The Columbian Exposition in Chicago attracted people from around the world. How did the word get out, and what were people's reasons for coming from other countries? Was it purely recreational? What were people's perceptions of the city and the US as a whole, and how did they change after visiting?

by juicehouse
Dicranurus

I am not an American historian, but I am writing this a few blocks away from site of the fair, so I'll give it a shot. I will briefly sketch some the impressions left from the Columbian Exhibition, but there are also some things to touch on about these sorts of exhibitions more generally. The Crystal Palace is an early example of these sorts of expositions that persist until today, and there is a lot to say about the purposes, impressions, and results of these fairs - the Exposition Universelle of 1900 that led Adams to ponder the dynamo is the same exposition that embraced and disseminated art nouveau.

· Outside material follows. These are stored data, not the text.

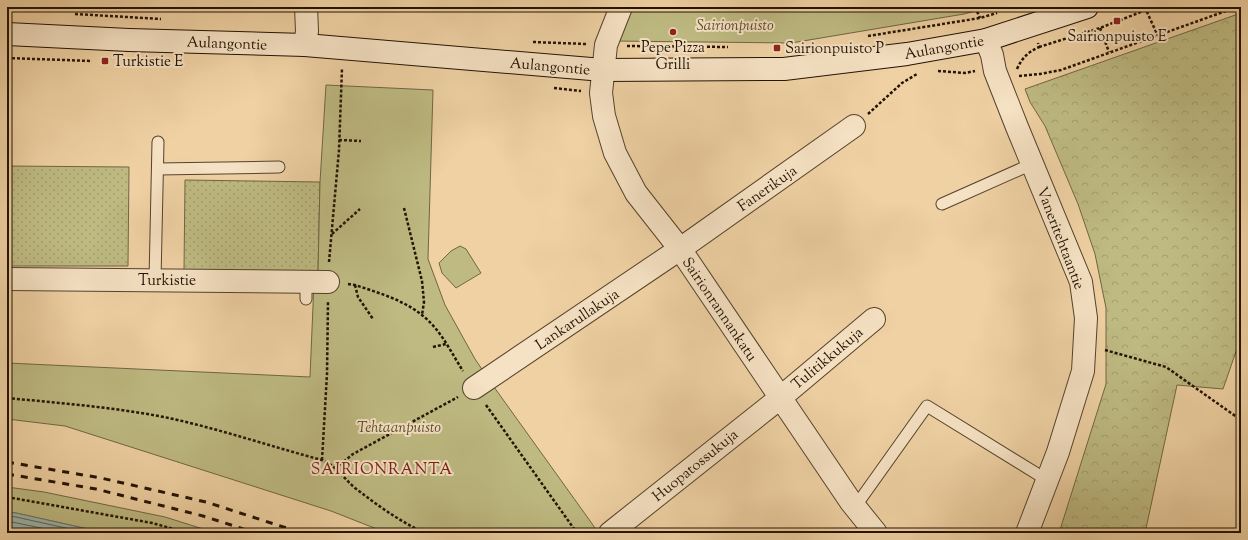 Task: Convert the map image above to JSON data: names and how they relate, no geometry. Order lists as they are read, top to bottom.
{
  "streets": {
    "street": [
      "Aulangontie",
      "Fanerikuja",
      "Vaneritehtaantie",
      "Turkistie",
      "Sairionrannankatu",
      "Lankarullakuja",
      "Tulitikkukuja",
      "Huopatossukuja"
    ]
  },
  "crossings": [
    ["Aulangontie", "Vaneritehtaantie"],
    ["Aulangontie", "Sairionrannankatu"],
    ["Fanerikuja", "Sairionrannankatu"],
    ["Fanerikuja", "Lankarullakuja"],
    ["Sairionrannankatu", "Lankarullakuja"],
    ["Sairionrannankatu", "Tulitikkukuja"],
    ["Sairionrannankatu", "Huopatossukuja"],
    ["Tulitikkukuja", "Huopatossukuja"]
  ],
  "districts": ["SAIRIONRANTA"],
  "parks": ["Sairionpuisto", "Tehtaanpuisto"],
  "places": {
    "transit": ["Sairionpuisto E", "Sairionpuisto P", "Turkistie E"],
    "other": ["Pepe Pizza Grilli"]
  }
} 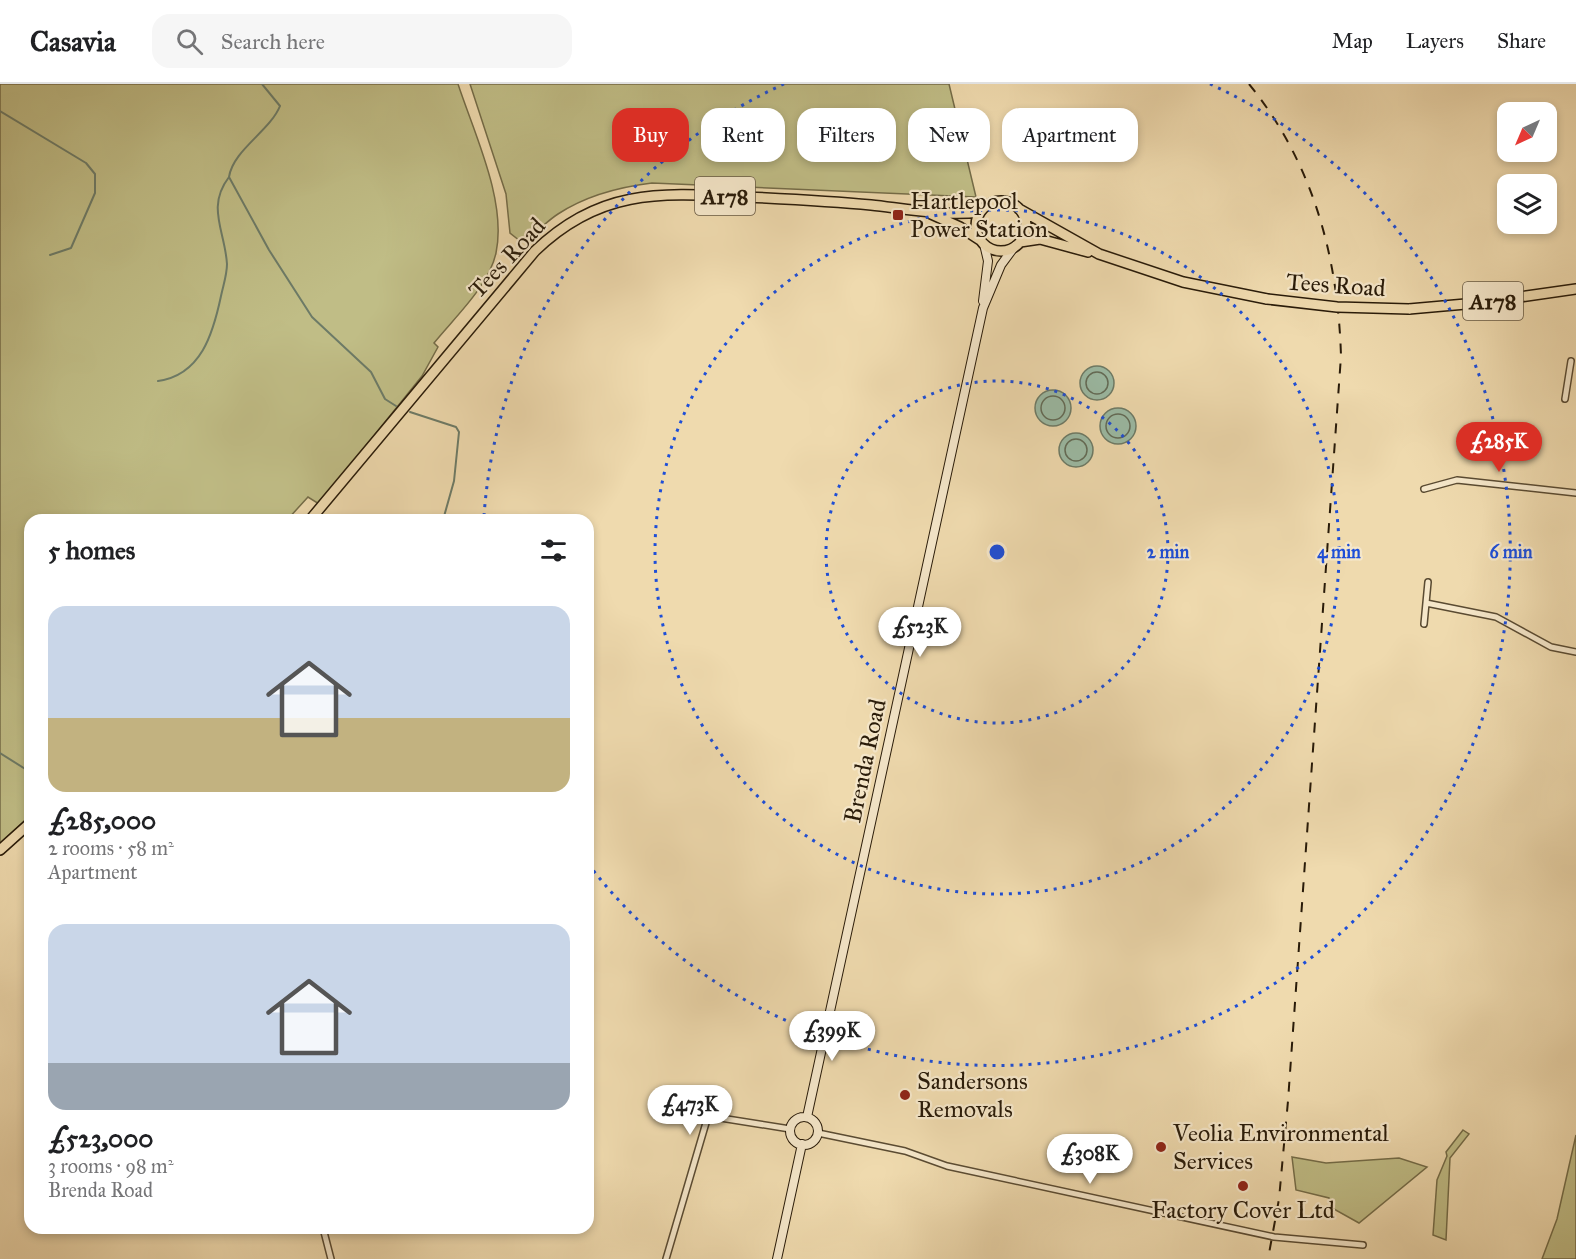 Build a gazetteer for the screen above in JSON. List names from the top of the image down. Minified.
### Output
{"streets":{"main road":["A178","Tees Road","Brenda Road"]},"crossings":[["A178","Tees Road"],["A178","Brenda Road"],["Tees Road","Brenda Road"]],"places":{"transit":["Hartlepool Power Station"],"other":["Sandersons Removals","Veolia Environmental Services","Factory Cover Ltd"]},"north":"bottom left","page":{"header":"Casavia","search":"Search here","nav":["Map","Layers","Share"],"chip":["Buy","Rent","Filters","New","Apartment"],"price":["£285K","£523K","£399K","£473K","£308K"],"heading":"5 homes","list":[{"name":"£285,000","note":"2 rooms · 58 m² · Apartment"},{"name":"£523,000","note":"3 rooms · 98 m² · Brenda Road"}]},"rings":["2 min","4 min","6 min"]}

Chicago had recovered in a spectacular fashion from the Great Chicago Fire just a few decades earlier (remember, also, that Chicago was incorporated in 1833, two centuries after New York). Chicago's geographic location allowed the massive growth it enjoyed throughout the 19th century as an industrial and transportation center, and the fair legitimized the cultural place of Chicago, a young city, and the United States, a young country. The amusement sections of the fair, including the Ferris Wheel, gave rise to modern amusement parks, while the buildings were illuminated with (AC) electricity. Commercial exhibits, the palace of fine arts, international pavilions just capture a small slice of the scale and grandeur of the fair, all serving to establish Chicago as a global city and the United States as a global power - it's no coincidence that here is where Turner would proclaim the death of the American frontier and the necessity for expansion. At the same time the caricaturization of Native Americans and indigenous foreign groups, the aggrandizing approach to industrialization and immigration, and the exclusion of black residents (Douglas' dismissal of Lincoln's "Chicago Doctrine" comes to mind) are worth considering.

The utopian fantasy of the fair is captured in the destruction of the majority of buildings, by fire, the following year; and some fifty years later the area would become one of the most blighted in the city.

Fin de siècle travellers to America come away with diverse impressions, ranging from aspirational optimism to abhorrence. Ernst von Hesse-Wartegg, a prolific German travelogue writer, characterized Chicago as 'the greatest wonder of America,' embracing the (utopian) future exemplified the city. Vladimir Korolenko, who had travelled to Chicago for the fair, condemned of the exposition and the city: the exploitation of immigrants was a disgrace to the ostensible freedom of the country, while the homeless were ignored. That Hull House and the Exposition could coexist was loathsome. Korolenko actually has some incredibly prescient writings on labor organization and political activism, which were very different in 1893 Russia and 1893 Chicago. One vignette of the "dreamlike city" sees a group of Russian immigrants fail to recognize the moon.

"Do you see the big ball over the middle of the street - what is it?"

Ivan replied, "An electric lantern. Only strange, like a lamp..."

It was the moon...lights, lanterns, lighted windows...and among all this, just like a large lamp, suspended...As soon as we realized it was in fact the moon, which we had not seen for a long time above the stone piles, we stopped involuntary

Maxim Gorky wrote of his 1906 visit to America in a trio of essays, the most well-known of which is "The City of the Yellow Devil"

"Everything is groaning, howling, grating, in obedience to some mysterious force inimical to man...This is a city. This is New York. Twenty-storeyed houses, dark soundless skyscrapers, stand on the shore. Square, lacking in any desire to be beautiful, the stiff ponderous buildings tower gloomily and drearily. A haughty pride in its height, its ugliness is felt in each house. There are no flowers at the windows and no children to be seen."

while the writer Grigory Machtet sought to develop a commune in the prairies of Kansas a few decades earlier. America's international place at the close of the 19th century, for better or worse, is symbolized by the fair.